Avisadamente, alguns amigos da Irmã Teresa de Jesus avisam-na da existência de um complot para acabar com o seu projecto: «Vieram-me dizer, muito assustados, que, por aqueles dias tão difíceis, se poderia levantar algum falso testemunho e se me acusasse à Inquisição. Eu não pude senão soltar uma gargalhada, pois jamais tive medo da Inquisição. Eu sabia muito bem que em coisas de fé, de sacramentos da Igreja ou por qualquer verdade da Sagrada Escritura eu me dispunha a morrer mil mortes. Por isso lhes respondi que por aí nada temessem» (Livro da Vida 33,5).
Os poucos amigos que ficaram do seu lado permaneceram fiéis durante aqueles dias tão terríveis:
Francisco de Salcedo aguentou pacientemente todas perseguições e escárnios, pois continuava a ajudar e a visitar as Carmelitas.
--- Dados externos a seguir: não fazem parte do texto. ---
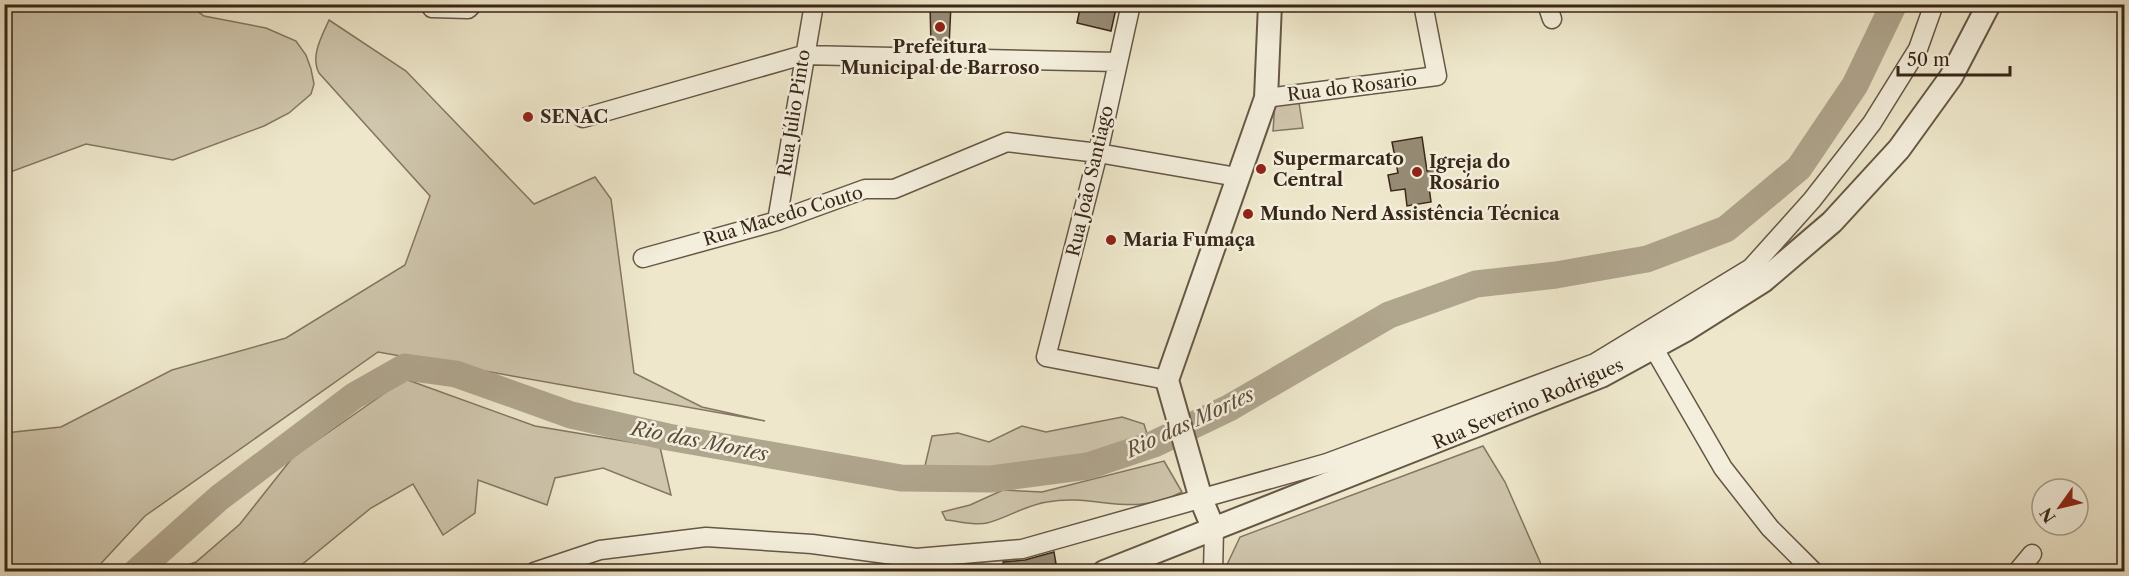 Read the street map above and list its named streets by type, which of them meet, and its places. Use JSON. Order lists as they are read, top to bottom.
{
  "streets": {
    "street": [
      "Rua do Rosario",
      "Rua Júlio Pinto",
      "Rua João Santiago",
      "Rua Macedo Couto",
      "Rua Severino Rodrigues"
    ]
  },
  "crossings": [
    ["Rua Júlio Pinto", "Rua Macedo Couto"],
    ["Rua João Santiago", "Rua Macedo Couto"]
  ],
  "water": ["Rio das Mortes"],
  "places": [
    "Prefeitura Municipal de Barroso",
    "SENAC",
    "Supermarcato Central",
    "Igreja do Rosário",
    "Mundo Nerd Assistência Técnica",
    "Maria Fumaça"
  ],
  "scale_bar": "50 m",
  "north": "bottom left"
} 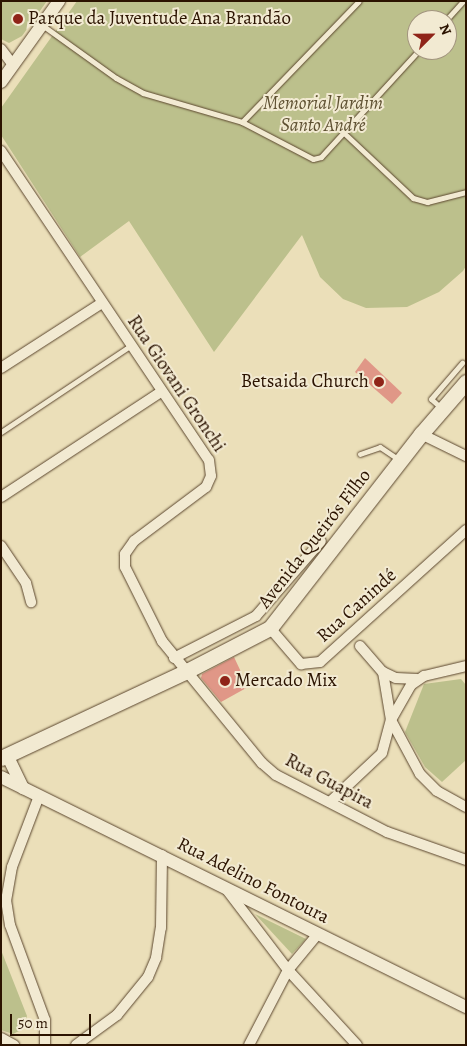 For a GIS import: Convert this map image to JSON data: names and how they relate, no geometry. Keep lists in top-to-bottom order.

O P. Domingo Báñez foi o único que defendeu Santa Teresa quando o conselho da cidade de Ávila se reuniu para tratar do caso. Ao gerar-se consenso para queimar e derrubar o convento, foi ele que advertiu para tal impossibilidade, sob pena de excomunhão, pois o convento fora fundado com as licenças do Bispo e do Papa!
O P. Gaspar Daza celebrou ali a primeira missa e deu o hábito às primeiras quatro noviças. Quando houve de se deslocar a Madrid ali se deslocou, pagando a viagem e estadia do seu bolso durante todo o tempo necessário para defender as Carmelitas perante do Conselho Real, para onde a cidade de Ávila havia recorrido.
Meio ano depois, o P. Pedro Ibáñez deslocou-se de Ávila ao encontro do Provincial dos Carmelitas para alcançar dele as licenças necessárias para que a Irmã Teresa de Jesus e um punhado de monjas saíssem do convento da Encarnação e entrassem no de São José.
Quando teve de falar dos seus trabalhos, Teresa confirma que o primeiro que fez foi ensinar as noviças a rezar a Liturgia das Horas. E diz que elas eram «quatro pobres órfãs», o que leva a supor que antes teve de as ensinar a ler, coisa que, aliás, posteriormente aconteceu mais que uma vez.
Por fim pôde iniciar o seu tão desejado estilo de vida. Nessas alturas tão difíceis o Senhor consolou-a, fazendo-a ouvir na oração que «esta casa é um cantinho de Deus, o paraíso do seu deleite» (Livro da Vida 35,12).
Quando as pessoas foram conhecendo a maneira de viver de Teresa e das suas freiras, venceram-se todos os preconceitos e muitos se afeiçoaram a elas a ponto de se tornarem seus benfeitores; «Muita era a devoção que as pessoas começaram a ter a esta casa» (Livro da Vida 36:32).
Entretanto, no conventico de São José florescem os princípios fundamentais da tradição carmelitana e fundem-se a ela novas intuições que iluminarão o futuro com uma das mais fecundas correntes de espiritualidade que alimentam a Igreja.
As freiras do carmelo de São José serão um pequeno «colégio de Cristo» que agrupa no máximo 13 mulheres (12 como os apóstolos à volta do Senhor; mais tarde o número subirá para 21!). Era uma comunidade pequena, mas empenhada e vocacionada. Eram mulheres que encontraram em Cristo o seu amigo, companheiro e esposo. Com Ele se querem alegrar, a Ele estão dispostas a consolar e por Ele não lhes preocupa morrer. A sua austeridade de vida tinha um objectivo: centrar-se no essencial; a sua alegria contagiante e a sua constante oração pelos defensores da Igreja convertê-las-ão em sal, luz e levedura de que o mundo tanto precisa. O de ontem e o de hoje.